**Work task:** Could you copy every line of the data that contains the word "linejoin"?

** Opening Data extracts block **

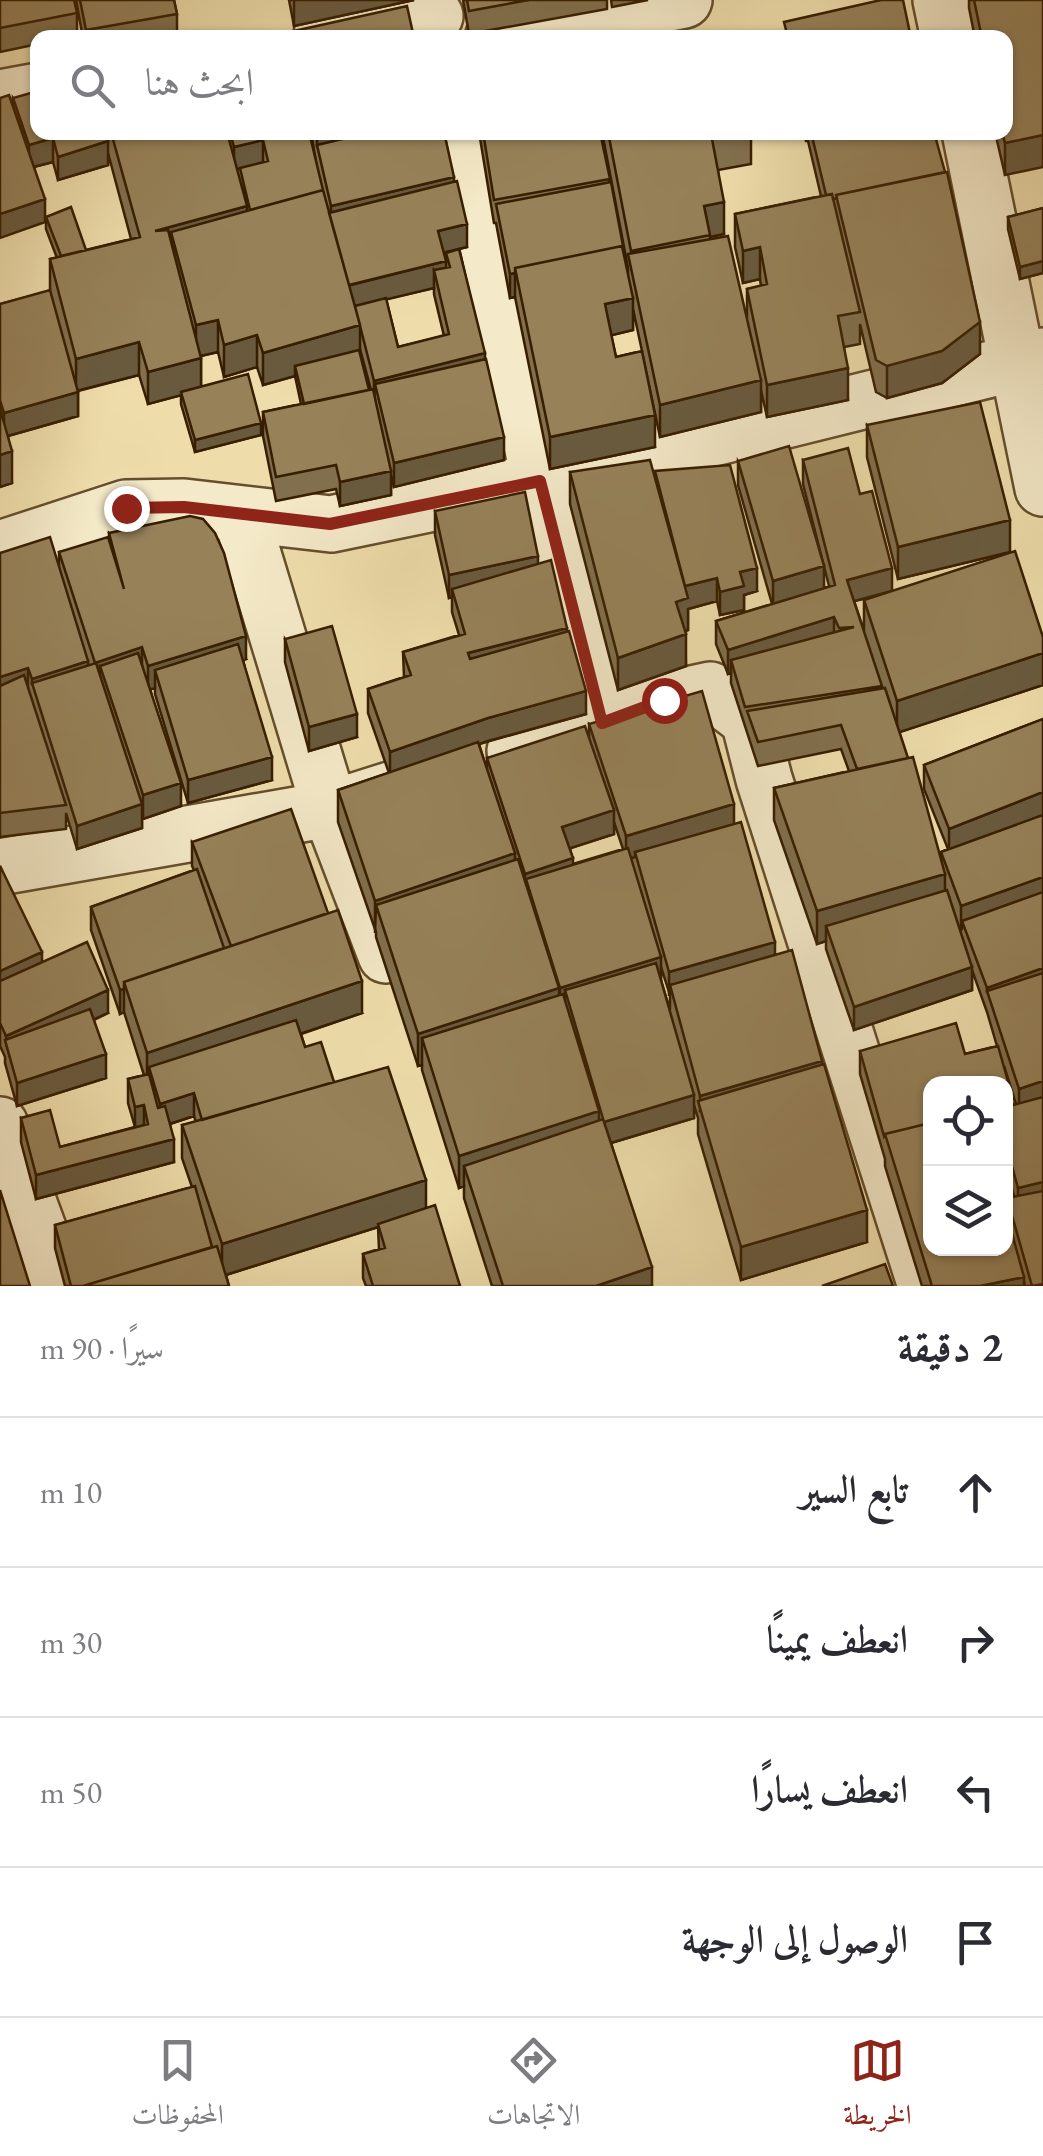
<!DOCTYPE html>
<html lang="ar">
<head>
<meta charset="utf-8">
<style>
	body { margin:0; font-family:"EB Garamond",Amiri,serif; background:#f7f7f7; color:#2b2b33; direction:rtl }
	.controls { position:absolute; right:30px; bottom:30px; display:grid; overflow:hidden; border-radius:20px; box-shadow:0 2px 8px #0004 }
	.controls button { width:90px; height:90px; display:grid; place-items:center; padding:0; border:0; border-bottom:2px solid #e1e1e2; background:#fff; color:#2b2b33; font:50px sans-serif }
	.stop { position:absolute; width:30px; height:30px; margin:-22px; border:8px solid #8f2418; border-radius:50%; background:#fff }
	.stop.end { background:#8f2418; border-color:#fff; box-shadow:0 2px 10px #0008 }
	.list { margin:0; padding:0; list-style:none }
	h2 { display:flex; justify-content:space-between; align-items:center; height:130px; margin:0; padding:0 40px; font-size:42px }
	h2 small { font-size:32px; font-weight:400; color:#7c7c81 }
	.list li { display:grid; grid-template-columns:65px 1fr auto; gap:30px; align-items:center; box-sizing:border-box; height:150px; padding:0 40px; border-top:2px solid #e1e1e2 }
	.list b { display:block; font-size:38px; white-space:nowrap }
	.list em { font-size:32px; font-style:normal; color:#7c7c81 }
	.icon { flex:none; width:55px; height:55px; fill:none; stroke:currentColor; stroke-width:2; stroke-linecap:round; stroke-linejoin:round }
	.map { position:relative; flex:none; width:1043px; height:1286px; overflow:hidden; direction:ltr }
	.search { position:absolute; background:#fff; box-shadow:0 2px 8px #0004; left:30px; right:30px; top:30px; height:110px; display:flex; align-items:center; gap:25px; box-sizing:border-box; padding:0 35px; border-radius:20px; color:#7c7c81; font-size:38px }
	.sheet { height:730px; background:#fff }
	nav { display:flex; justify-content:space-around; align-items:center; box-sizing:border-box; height:140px; border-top:2px solid #e1e1e2; background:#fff; font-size:28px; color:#7c7c81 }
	nav a { display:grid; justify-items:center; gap:5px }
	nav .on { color:#8f2418 }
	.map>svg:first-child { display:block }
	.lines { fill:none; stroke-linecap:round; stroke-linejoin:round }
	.street-casing { stroke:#654e2b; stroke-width:60 }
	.street { stroke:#f4e9c8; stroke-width:55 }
	.wall { fill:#816f4d; stroke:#371e00; stroke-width:2.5; fill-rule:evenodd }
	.shaded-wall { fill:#695a3e; stroke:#371e00; stroke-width:2.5 }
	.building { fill:#968159; stroke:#371e00; stroke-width:2.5 }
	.route { stroke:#8f2418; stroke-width:12 }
</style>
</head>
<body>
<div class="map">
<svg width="1043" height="1286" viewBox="0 0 1043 1286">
	<rect width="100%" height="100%" fill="#eeddab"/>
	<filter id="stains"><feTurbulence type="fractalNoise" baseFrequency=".002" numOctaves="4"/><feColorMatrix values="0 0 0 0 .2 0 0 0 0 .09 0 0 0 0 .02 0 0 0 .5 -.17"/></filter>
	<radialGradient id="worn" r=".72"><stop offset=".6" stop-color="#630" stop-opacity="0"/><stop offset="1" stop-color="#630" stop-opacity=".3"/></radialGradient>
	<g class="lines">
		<!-- street casing -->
		<g class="street-casing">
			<path id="street" d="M941,0L949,38
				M321,38L435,16
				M493,38L684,0
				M0,98L38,91
				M463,132L540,481L603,723
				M970,132L1043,488
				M0,549L126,508L184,507L331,524L540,481L1043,356
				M515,751L664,700L710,690L749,720L764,779L926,1286
				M0,867L330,809L241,515
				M386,955L330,809L409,784
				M0,1125L59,1286"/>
		</g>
		<!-- street -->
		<use href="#street" class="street"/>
	</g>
	<!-- wall -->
	<path class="wall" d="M0,0L77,13V36L38,38V44L0,52Z
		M76,0H174L177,14V38H83Z
		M289,0H414L294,26Z
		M463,0H607V9L469,34Z
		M611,0H648L612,7Z
		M969,0H1043L1005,175L995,132H1006V38H975L969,8Z
		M13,98L38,132H309L317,168L311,132H444L467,247L459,249L485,359L504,460L394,487L391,475V495L340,506L336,489L276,501L263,436V412L301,404L295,376L263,385L257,367L224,377L218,352L201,356V387L261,435L195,452L181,404V395L148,404L139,375L78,391V416L8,436L12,483L0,487V304L50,291V259L57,258L46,229V217L86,250L131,239L108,153V165L58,180L53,162L34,167L45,222L13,106ZM434,288V294L444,336L398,347L386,299ZM360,349L371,390H369Z
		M479,132H600L628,276V268L602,132H751V164L718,170L724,234L710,237L747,318V289L761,286L760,279L743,283L735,247V214L821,196L808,141H806L804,132H934L980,354L942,383L887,398L876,392L860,324V344L844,347L848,400L767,417L761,390V412L660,437L643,357L655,447L550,469L515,297L510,298L496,223H494ZM633,309L642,351L616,357L611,335L633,330Z
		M1043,208V273L1020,279L1008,229V217Z
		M867,425L1010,552L898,579L867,457Z
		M803,460L860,494L892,591L1043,685L899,732L941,860V852L948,849L924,789V765L1043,719V1286H1025L1024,1281V1286H922L885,1166V1159L860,1074V1051L965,1054L997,1046L987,1012L972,970V990L854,1030L826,949V941L817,944L774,820V788L849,771L841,749L758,766L731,683V673L728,674L716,644V621L772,604L738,485V461L824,588L829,586L803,484ZM883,594L864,600V631L854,601ZM1004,1066L1016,1104L1013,1105ZM930,1084H1006V1169L1014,1196L1007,1198V1216Z
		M570,472L655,476L757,591L744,595V610L720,615L717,601L688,609V630L685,631L686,666L618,690L570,504Z
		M435,511L538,564L567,632L586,714L479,744L487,770V758L589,737V724L734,824L775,955L822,1064L867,1242L741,1280L698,1134V1118L694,1105V1118L611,1143L652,1286H492L464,1198V1186L459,1188L422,1070V1065L418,1066L376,937V932L338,822V790L389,773L368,713V689L404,677L403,652L459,635L452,612V597L449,598L435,535ZM614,822L623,849L573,864L570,848L614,834ZM661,967L670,995V1010L661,980Z
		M109,533L246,659L243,660L272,780L188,803L155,694V688L150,689L181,806L143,819L142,815V828L77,849L66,813V829L0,837V553L59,566V552L109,541Z
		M285,639L357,737L309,751L285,662Z
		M192,842L362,1013L301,1034L305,1047L334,1082L426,1208L460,1286H366L363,1278V1254L379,1249L378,1227L226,1275L229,1286H65L55,1248V1225L192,1187L182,1158V1125L196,1122L194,1116L170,1124L174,1162L36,1199L21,1142V1118L60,1147L135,1127L128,1103V1079L144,1075L124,1012L120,1014L91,930V907L194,870L192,866Z
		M0,866L42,962L108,1013L94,1020L106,1078L17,1106L5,1063V1057L0,1046Z"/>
	<!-- shaded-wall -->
	<path class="shaded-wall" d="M294,0H414L294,26Z
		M347,132H430L317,146V139Z
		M1043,135V167L1005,175V143Z
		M53,138V162L29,168V145Z
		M263,140V163L234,170V147Z
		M108,141V165L58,180V157Z
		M454,177V201L331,221V206Z
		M45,199V222L0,238V214Z
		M724,202V234L710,237L704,206Z
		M247,206V238L171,232V259L155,231Z
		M467,224V247L438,254V231Z
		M760,247V279L743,283V251Z
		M446,261V285L434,270V288L347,309V286Z
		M1043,261V273L1020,279V267Z
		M515,273V297L510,298V274Z
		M633,298V330L605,337V304Z
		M218,320V352L196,357V325Z
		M980,322V354L942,383L887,398V366Z
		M360,325V358L295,366V376L263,385V353Z
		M257,335V367L224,377V345Z
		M139,342V375L76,391V359Z
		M485,353V377L375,384L374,405V381Z
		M201,358V390L148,404V372Z
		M848,368V400L767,417V385Z
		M761,380V412L660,437V405Z
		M78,392V416L4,437V413Z
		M655,415V447L550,469V437Z
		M261,423V435L195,452V440Z
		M504,437V460L394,487V463Z
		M12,451V483L0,487V455Z
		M391,471V495L340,506V482Z
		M1010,520V552L898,579V547Z
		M538,556V579L452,589V597L449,598V575Z
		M824,566V589L773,605V581Z
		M757,568V591L744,595V610L720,615V592L740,572Z
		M892,568V591L847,603V580Z
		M717,578V601L688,609V630L676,634V602L685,586Z
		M834,617V640L731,660V673L728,674V650Z
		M567,628V652L468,677V653Z
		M686,634V666L618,690V658Z
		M246,636V659L160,686L155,670V688L148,690V666Z
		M142,647V671L100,666V685L95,663Z
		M1043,653V685L897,733V701Z
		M88,661V684H32V679Z
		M28,668V692L0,700V677Z
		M586,691V714L488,741L390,775V752L488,718Z
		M357,714V737L309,751V727Z
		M272,757V780L188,803V780Z
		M181,783V806L143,819V795Z
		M1043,792V815L949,852V829Z
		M142,804V828L77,849V826Z
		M734,804V828L635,852V857L626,860V836Z
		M614,810V834L562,851V827Z
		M515,853V885L376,905L375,933V901Z
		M573,858V882L526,879L525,898V874Z
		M945,874V907L826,926V941L817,944V911Z
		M1043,877V901L962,921V929L961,930V906Z
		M775,942V966L670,985L669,996V972Z
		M42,952V984L0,1003V971Z
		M661,957V981L565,990V1010L560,1011V988Z
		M972,967V990L854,1030V1007Z
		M1043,968V991L987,992V988Z
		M362,981V1013L154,1083L149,1067V1085L147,1086V1053Z
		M559,988V1021L422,1038V1065L418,1066V1034Z
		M124,989V1012L120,1014V990Z
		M108,990V1013L10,1057L6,1043V1036Z
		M106,1054V1078L17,1106V1083Z
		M822,1061V1094L700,1111V1096Z
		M1043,1081V1104L1019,1112V1089Z
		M194,1093V1116L160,1127V1104Z
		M694,1095V1118L604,1145V1122Z
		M144,1105V1129L135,1131V1107Z
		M599,1111V1143L464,1166V1186L459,1188V1156Z
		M174,1139V1162L36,1199V1175Z
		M426,1180V1212L222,1276V1244Z
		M1043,1182V1205L1018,1211V1188Z
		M867,1210V1242L741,1280V1247Z
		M652,1267V1286H596Z
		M1024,1277V1286H980Z"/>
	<!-- building -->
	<path class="building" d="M0,0H74L77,13L0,28Z
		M80,0H174L177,14L86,30Z
		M467,0H529L469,11Z
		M881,0H903L911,38H788L784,22Z
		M974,0H1043V135L1005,143L1002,132H1006V38H982Z
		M407,6L414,38H296L294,31Z
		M285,33L286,38H267Z
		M38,91V132H105L108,141L58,157L53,138L29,145L13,98Z
		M9,95L45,199L0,214V98Z
		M111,132H227L247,206L155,231L168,230L201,358L148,372L139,342L76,359L50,259L140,237Z
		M230,132H309L323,190L250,210L240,168L268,161L263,140L234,147Z
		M316,132H347L317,139Z
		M372,132H444L454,177L331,206L317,145Z
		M483,132H600L610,179L494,200Z
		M608,132H746L712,139L724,202L704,206L710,235L631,251Z
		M811,132H934L945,172L836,195L837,198L833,199L832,194L826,195Z
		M947,172L980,322L942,351L887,366L876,360L836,195Z
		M457,181L467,224L438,231L446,261L349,285L329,213Z
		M611,182L624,251H623L622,246L515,268V273L510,274L496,204Z
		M323,190L360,325L263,353L257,335L224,345L218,320L196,325L171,232Z
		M832,194L860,312L838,316L848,368L767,385L747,289L767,284L760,247L743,251L735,214Z
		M71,207L86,250L61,256L46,217Z
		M1043,208V261L1020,267L1008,217Z
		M728,236L761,380L660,405L628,254Z
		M622,246L633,298L605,304L616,357L642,351L655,415L550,437L515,268Z
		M459,249L485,353L374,381L355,306L386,298L398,347L449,334L434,270L450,267L446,253Z
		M50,290L78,392L4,413L0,400V304Z
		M359,350L369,390L304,404L295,366Z
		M486,359L504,437L394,463L375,384Z
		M248,374L261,423L195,440L181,392Z
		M373,389L391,471L340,482L336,465L276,477L263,412Z
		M980,402L1010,520L898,547L867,425Z
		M0,409L12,451L0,455Z
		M789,446L824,566L773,581L738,461Z
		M848,448L860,494L872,491L892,568L847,580L882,686L745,707L731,660L854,627L839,628L834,617L728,650L716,621L835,585L803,460Z
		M650,460L688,598L676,602L686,634L618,658L570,472Z
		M730,465L757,568L740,572L744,586L720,592L717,578L685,586L655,471Z
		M525,492L538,556L449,575L435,511Z
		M190,516L203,519L215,533L224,553L246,636L148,666L142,647L95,663L59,552L108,537L124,589L109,533Z
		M50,537L88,661L32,679L28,668L0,677V553Z
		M1015,551L1043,637V653L897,701L864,600Z
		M551,560L567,628L468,653L470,659L569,631L586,691L488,718L390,752L368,689L411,675L403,652L465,634L452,589Z
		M332,626L357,714L309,727L285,639Z
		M238,644L272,757L188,780L155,670Z
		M138,653L181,783L143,795L100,666Z
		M96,663L142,804L77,826L32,683Z
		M24,675L66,805L0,813V686Z
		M885,688L908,758L857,769L841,725L758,742L747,711Z
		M702,691L734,804L626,836L589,724Z
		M1043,719V792L949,829L924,765Z
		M585,726L614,810L562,827L573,858L525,874L487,758Z
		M478,742L515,853L375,901L338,790Z
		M913,757L945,874L817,911L774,788Z
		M291,809L328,913L231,946L192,842Z
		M1043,815V877L961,906L941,852Z
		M741,822L775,942L669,972L635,852Z
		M628,848L661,957L560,988L526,879Z
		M518,859L559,988L418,1034L376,905Z
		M0,866L42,952L0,971Z
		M197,869L224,948L124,982V989L120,990L91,907Z
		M947,890L972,967L854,1007L826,926Z
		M1043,892V968L987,988L962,921Z
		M338,910L362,981L147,1053L124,982Z
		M87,942L108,990L6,1036L0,1023V981Z
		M792,950L822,1061L700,1096L670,985Z
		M656,963L694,1095L604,1122L565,990Z
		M1043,973V1081L1019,1089L987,991Z
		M563,994L599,1111L459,1156L422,1038Z
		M90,1009L106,1054L17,1083L5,1040Z
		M296,1020L305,1047L321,1042L334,1082L202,1120L194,1093L160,1104L149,1067Z
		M956,1023L965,1054L998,1046L1013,1099L1006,1102V1084H930V1123L885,1134L884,1136L860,1051Z
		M824,1064L867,1210L741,1247L698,1101Z
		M388,1067L426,1180L222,1244L182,1125Z
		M149,1074L158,1108L165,1106L174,1139L36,1175L21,1118L50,1110L60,1147L148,1124L144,1105L135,1107L128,1079Z
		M1043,1097V1182L1018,1188L1006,1145V1107Z
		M603,1119L652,1267L596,1286H503L464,1166Z
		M930,1123V1248H1006V1212L1024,1277L980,1286H932L885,1134Z
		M195,1186L212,1247L83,1286H71L55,1225Z
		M0,1190L30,1286H0Z
		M1043,1191V1284L1032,1286L1007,1198Z
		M435,1205L460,1286H373L363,1254L385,1248L378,1224Z
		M217,1246L229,1286H83Z
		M885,1264L893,1286H822Z"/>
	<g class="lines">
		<!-- route -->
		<path class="route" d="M126,508L184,507L330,524L540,481L602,723L664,700"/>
	</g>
	<rect width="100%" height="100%" filter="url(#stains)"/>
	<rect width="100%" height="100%" fill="url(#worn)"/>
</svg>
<div class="controls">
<button><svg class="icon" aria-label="locate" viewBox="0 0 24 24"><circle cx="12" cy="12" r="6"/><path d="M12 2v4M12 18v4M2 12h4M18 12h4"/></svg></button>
<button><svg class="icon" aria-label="layers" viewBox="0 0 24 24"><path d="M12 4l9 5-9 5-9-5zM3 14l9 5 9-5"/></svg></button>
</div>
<div class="stop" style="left:664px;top:700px"></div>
<div class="stop end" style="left:126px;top:508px"></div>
<div class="search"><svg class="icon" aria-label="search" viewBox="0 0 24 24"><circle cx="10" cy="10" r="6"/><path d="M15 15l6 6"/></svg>ابحث هنا</div>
</div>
<section class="sheet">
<h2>2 دقيقة<small>سيرًا · 90 m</small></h2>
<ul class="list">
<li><svg class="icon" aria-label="ahead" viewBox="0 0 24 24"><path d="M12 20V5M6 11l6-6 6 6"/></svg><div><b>تابع السير</b></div><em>10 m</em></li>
<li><svg class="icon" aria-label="right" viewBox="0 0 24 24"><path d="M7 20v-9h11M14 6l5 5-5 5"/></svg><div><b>انعطف يمينًا</b></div><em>30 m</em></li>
<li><svg class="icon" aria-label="left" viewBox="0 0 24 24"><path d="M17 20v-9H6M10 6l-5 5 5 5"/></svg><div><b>انعطف يسارًا</b></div><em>50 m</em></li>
<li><svg class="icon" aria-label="arrive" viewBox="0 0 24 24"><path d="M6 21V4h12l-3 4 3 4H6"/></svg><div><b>الوصول إلى الوجهة</b></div></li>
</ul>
</section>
<nav>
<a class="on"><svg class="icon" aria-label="map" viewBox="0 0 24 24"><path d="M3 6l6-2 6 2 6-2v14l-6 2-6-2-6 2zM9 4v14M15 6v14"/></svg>الخريطة</a>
<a><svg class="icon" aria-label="directions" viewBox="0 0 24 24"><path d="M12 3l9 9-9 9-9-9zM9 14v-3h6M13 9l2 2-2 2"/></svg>الاتجاهات</a>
<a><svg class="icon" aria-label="saved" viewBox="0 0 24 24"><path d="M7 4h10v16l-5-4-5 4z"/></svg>المحفوظات</a>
</nav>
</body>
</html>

** Closing Data extracts block **

**Answer below:**
	.icon { flex:none; width:55px; height:55px; fill:none; stroke:currentColor; stroke-width:2; stroke-linecap:round; stroke-linejoin:round }
	.lines { fill:none; stroke-linecap:round; stroke-linejoin:round }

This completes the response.